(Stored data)
***

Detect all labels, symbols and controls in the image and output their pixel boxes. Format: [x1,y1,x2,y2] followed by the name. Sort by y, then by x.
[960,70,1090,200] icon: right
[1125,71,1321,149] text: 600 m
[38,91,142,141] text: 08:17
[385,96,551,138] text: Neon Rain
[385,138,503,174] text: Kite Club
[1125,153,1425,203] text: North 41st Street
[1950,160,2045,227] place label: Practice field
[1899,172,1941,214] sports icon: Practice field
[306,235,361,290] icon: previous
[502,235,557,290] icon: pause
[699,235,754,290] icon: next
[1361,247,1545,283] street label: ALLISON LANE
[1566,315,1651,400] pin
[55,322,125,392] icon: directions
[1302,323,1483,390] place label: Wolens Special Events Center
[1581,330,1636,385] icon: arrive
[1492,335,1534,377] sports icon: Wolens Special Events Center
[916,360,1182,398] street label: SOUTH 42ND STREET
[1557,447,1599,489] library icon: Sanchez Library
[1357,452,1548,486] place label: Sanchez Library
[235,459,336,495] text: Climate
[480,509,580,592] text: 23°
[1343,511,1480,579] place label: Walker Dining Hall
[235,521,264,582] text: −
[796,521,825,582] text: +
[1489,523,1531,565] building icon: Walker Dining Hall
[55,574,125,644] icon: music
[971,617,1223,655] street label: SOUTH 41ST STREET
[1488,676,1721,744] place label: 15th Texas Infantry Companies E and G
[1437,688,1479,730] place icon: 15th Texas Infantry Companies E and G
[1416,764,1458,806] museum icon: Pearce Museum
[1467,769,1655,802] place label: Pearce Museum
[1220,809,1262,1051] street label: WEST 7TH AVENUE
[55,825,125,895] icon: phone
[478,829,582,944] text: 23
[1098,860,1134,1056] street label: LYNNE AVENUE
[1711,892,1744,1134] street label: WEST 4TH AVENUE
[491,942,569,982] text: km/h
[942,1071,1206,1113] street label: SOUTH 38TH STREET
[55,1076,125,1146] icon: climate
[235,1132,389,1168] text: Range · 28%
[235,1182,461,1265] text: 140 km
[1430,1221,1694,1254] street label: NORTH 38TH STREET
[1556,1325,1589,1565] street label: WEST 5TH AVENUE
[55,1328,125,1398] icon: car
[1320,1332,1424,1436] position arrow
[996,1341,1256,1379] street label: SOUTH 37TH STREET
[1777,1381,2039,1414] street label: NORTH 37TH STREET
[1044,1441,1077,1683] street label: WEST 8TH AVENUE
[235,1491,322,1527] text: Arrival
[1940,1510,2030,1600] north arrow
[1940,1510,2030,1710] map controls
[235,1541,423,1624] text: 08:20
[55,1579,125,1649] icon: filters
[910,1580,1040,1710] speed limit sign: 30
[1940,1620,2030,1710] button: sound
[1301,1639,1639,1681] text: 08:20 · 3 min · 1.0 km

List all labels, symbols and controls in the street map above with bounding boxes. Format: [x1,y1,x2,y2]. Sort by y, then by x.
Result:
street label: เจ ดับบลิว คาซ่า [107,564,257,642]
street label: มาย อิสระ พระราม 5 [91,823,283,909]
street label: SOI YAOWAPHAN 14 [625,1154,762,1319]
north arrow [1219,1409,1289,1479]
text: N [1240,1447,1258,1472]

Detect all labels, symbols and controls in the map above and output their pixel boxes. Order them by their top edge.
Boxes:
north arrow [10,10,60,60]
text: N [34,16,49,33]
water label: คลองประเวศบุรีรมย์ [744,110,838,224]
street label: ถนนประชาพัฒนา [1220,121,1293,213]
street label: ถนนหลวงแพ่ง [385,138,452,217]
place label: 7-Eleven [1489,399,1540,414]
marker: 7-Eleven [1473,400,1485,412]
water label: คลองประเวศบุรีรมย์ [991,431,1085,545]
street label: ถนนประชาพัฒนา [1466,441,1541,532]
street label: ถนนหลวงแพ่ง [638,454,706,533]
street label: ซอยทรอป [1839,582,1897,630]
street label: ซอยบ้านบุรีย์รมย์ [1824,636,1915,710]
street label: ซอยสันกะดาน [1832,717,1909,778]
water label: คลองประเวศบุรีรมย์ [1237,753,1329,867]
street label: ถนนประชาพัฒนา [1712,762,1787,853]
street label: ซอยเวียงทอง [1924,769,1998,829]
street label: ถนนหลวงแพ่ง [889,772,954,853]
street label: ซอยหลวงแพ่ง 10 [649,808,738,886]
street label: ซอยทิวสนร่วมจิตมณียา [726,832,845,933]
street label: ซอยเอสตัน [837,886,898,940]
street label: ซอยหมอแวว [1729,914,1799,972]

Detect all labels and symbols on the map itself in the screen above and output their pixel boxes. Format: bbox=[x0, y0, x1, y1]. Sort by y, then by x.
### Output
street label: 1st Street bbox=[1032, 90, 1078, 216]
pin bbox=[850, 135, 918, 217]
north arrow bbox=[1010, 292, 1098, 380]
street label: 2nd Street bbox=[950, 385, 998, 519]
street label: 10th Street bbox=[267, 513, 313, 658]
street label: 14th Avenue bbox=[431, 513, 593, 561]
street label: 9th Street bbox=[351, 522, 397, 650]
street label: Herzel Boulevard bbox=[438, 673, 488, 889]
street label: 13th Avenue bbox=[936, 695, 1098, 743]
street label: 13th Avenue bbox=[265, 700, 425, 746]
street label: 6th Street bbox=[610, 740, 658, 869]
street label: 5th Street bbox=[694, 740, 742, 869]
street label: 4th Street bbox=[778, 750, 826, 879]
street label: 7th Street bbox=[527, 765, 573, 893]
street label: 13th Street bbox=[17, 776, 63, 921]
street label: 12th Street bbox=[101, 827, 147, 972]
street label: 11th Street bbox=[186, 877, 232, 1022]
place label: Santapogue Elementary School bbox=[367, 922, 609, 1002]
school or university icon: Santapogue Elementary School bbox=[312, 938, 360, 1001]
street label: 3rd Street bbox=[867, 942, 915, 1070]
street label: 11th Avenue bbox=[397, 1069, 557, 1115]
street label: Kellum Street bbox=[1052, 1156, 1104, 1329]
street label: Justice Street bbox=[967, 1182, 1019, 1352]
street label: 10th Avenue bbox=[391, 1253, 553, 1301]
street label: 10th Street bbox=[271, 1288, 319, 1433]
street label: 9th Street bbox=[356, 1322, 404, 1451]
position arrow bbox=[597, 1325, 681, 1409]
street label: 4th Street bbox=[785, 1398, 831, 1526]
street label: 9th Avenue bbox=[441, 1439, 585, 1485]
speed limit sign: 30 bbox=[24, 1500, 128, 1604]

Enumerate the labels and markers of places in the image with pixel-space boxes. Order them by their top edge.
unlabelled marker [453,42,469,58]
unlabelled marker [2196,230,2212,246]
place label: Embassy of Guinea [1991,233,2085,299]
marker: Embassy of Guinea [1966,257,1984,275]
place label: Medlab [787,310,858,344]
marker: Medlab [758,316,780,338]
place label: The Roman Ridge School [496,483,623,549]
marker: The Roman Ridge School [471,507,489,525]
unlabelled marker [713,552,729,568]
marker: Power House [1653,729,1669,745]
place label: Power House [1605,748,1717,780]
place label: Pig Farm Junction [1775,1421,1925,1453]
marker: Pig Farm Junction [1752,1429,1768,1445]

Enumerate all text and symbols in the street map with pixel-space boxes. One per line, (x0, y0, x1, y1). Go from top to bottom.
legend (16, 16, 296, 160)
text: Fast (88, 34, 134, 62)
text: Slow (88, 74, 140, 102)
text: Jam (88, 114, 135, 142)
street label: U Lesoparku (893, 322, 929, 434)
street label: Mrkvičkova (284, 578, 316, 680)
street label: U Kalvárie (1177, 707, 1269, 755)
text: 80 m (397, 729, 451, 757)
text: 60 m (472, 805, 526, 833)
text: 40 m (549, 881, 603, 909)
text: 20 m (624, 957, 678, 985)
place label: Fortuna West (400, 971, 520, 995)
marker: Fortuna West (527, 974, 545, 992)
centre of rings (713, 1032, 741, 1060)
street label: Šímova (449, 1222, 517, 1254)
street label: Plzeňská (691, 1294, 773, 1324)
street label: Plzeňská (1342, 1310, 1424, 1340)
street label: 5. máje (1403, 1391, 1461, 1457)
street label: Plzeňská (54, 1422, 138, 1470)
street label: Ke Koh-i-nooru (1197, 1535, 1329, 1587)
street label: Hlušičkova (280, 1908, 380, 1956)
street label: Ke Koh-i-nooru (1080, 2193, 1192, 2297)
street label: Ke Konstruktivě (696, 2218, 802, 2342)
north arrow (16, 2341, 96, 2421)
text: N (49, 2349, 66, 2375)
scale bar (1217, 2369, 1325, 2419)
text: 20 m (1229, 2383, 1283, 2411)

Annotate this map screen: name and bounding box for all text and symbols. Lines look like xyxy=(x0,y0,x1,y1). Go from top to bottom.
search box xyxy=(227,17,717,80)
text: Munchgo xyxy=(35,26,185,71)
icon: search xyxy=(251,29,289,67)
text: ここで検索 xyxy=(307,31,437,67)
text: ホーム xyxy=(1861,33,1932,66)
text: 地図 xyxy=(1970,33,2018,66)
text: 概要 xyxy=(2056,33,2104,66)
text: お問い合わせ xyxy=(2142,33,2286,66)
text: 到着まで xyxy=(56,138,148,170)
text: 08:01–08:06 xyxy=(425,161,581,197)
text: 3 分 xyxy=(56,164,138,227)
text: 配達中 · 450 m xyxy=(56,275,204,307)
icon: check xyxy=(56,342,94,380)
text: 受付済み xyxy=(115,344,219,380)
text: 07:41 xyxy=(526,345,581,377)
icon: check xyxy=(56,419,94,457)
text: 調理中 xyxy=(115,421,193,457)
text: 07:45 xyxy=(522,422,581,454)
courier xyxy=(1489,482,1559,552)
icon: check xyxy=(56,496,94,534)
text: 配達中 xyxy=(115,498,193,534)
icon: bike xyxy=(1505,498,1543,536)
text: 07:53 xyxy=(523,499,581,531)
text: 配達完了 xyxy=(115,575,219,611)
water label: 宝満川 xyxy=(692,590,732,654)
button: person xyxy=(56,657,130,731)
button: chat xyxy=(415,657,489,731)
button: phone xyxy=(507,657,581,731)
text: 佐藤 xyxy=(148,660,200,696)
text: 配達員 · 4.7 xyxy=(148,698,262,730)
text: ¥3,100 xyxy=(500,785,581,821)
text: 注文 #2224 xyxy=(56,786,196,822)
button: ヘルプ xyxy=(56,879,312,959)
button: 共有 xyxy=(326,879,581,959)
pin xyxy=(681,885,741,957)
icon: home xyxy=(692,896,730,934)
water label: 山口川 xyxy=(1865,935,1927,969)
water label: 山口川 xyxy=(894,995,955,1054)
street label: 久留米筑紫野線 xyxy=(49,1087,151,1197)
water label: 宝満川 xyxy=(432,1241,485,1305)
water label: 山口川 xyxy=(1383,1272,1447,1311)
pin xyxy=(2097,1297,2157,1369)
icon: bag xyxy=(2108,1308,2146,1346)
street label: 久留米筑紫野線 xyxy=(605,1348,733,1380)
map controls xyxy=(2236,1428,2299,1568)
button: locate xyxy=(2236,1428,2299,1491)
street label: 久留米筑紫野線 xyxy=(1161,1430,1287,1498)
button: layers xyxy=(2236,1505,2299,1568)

***

#### EXERCISE OBJECTIVE
Filter by the word "Power": copy every line of the data that holds it.

#### RESULT OF THE TASK
marker: Power House [1653,729,1669,745]
place label: Power House [1605,748,1717,780]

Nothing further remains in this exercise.